### Data provided
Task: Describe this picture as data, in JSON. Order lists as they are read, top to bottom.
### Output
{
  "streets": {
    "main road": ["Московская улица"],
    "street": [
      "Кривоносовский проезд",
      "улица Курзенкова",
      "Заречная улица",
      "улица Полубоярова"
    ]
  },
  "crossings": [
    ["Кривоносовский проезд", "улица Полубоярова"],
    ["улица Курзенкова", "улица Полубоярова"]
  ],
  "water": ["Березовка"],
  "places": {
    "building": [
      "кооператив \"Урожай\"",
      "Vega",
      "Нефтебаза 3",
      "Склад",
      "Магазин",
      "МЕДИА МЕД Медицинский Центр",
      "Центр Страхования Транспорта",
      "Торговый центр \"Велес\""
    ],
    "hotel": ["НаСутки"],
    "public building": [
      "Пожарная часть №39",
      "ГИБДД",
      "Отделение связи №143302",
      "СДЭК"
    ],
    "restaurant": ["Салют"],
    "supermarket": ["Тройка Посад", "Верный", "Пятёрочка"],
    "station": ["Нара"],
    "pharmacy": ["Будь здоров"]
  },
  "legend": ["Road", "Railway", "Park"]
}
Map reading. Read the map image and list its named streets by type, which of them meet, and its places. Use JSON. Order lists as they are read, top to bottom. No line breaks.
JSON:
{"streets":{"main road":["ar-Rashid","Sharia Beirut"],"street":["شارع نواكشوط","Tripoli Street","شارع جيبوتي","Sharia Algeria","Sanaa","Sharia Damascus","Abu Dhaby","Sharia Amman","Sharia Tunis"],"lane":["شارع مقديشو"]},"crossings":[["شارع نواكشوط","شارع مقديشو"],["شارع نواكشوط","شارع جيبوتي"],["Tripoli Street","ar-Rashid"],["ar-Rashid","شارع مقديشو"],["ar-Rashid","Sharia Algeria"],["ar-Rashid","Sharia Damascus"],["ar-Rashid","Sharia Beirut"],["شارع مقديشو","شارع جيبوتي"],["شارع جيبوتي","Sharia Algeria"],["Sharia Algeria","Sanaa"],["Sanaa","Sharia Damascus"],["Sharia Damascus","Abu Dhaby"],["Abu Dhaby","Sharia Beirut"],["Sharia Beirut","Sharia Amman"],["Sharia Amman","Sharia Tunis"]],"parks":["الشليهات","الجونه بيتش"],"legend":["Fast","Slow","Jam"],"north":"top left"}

### To do
Print each entry precisely. Include every line.

### Finished task
Task: Describe this picture as data, in JSON. Order lists as they are read, top to bottom.
### Output
{
  "streets": {
    "main road": ["Московская улица"],
    "street": [
      "Кривоносовский проезд",
      "улица Курзенкова",
      "Заречная улица",
      "улица Полубоярова"
    ]
  },
  "crossings": [
    ["Кривоносовский проезд", "улица Полубоярова"],
    ["улица Курзенкова", "улица Полубоярова"]
  ],
  "water": ["Березовка"],
  "places": {
    "building": [
      "кооператив \"Урожай\"",
      "Vega",
      "Нефтебаза 3",
      "Склад",
      "Магазин",
      "МЕДИА МЕД Медицинский Центр",
      "Центр Страхования Транспорта",
      "Торговый центр \"Велес\""
    ],
    "hotel": ["НаСутки"],
    "public building": [
      "Пожарная часть №39",
      "ГИБДД",
      "Отделение связи №143302",
      "СДЭК"
    ],
    "restaurant": ["Салют"],
    "supermarket": ["Тройка Посад", "Верный", "Пятёрочка"],
    "station": ["Нара"],
    "pharmacy": ["Будь здоров"]
  },
  "legend": ["Road", "Railway", "Park"]
}
Map reading. Read the map image and list its named streets by type, which of them meet, and its places. Use JSON. Order lists as they are read, top to bottom. No line breaks.
JSON:
{"streets":{"main road":["ar-Rashid","Sharia Beirut"],"street":["شارع نواكشوط","Tripoli Street","شارع جيبوتي","Sharia Algeria","Sanaa","Sharia Damascus","Abu Dhaby","Sharia Amman","Sharia Tunis"],"lane":["شارع مقديشو"]},"crossings":[["شارع نواكشوط","شارع مقديشو"],["شارع نواكشوط","شارع جيبوتي"],["Tripoli Street","ar-Rashid"],["ar-Rashid","شارع مقديشو"],["ar-Rashid","Sharia Algeria"],["ar-Rashid","Sharia Damascus"],["ar-Rashid","Sharia Beirut"],["شارع مقديشو","شارع جيبوتي"],["شارع جيبوتي","Sharia Algeria"],["Sharia Algeria","Sanaa"],["Sanaa","Sharia Damascus"],["Sharia Damascus","Abu Dhaby"],["Abu Dhaby","Sharia Beirut"],["Sharia Beirut","Sharia Amman"],["Sharia Amman","Sharia Tunis"]],"parks":["الشليهات","الجونه بيتش"],"legend":["Fast","Slow","Jam"],"north":"top left"}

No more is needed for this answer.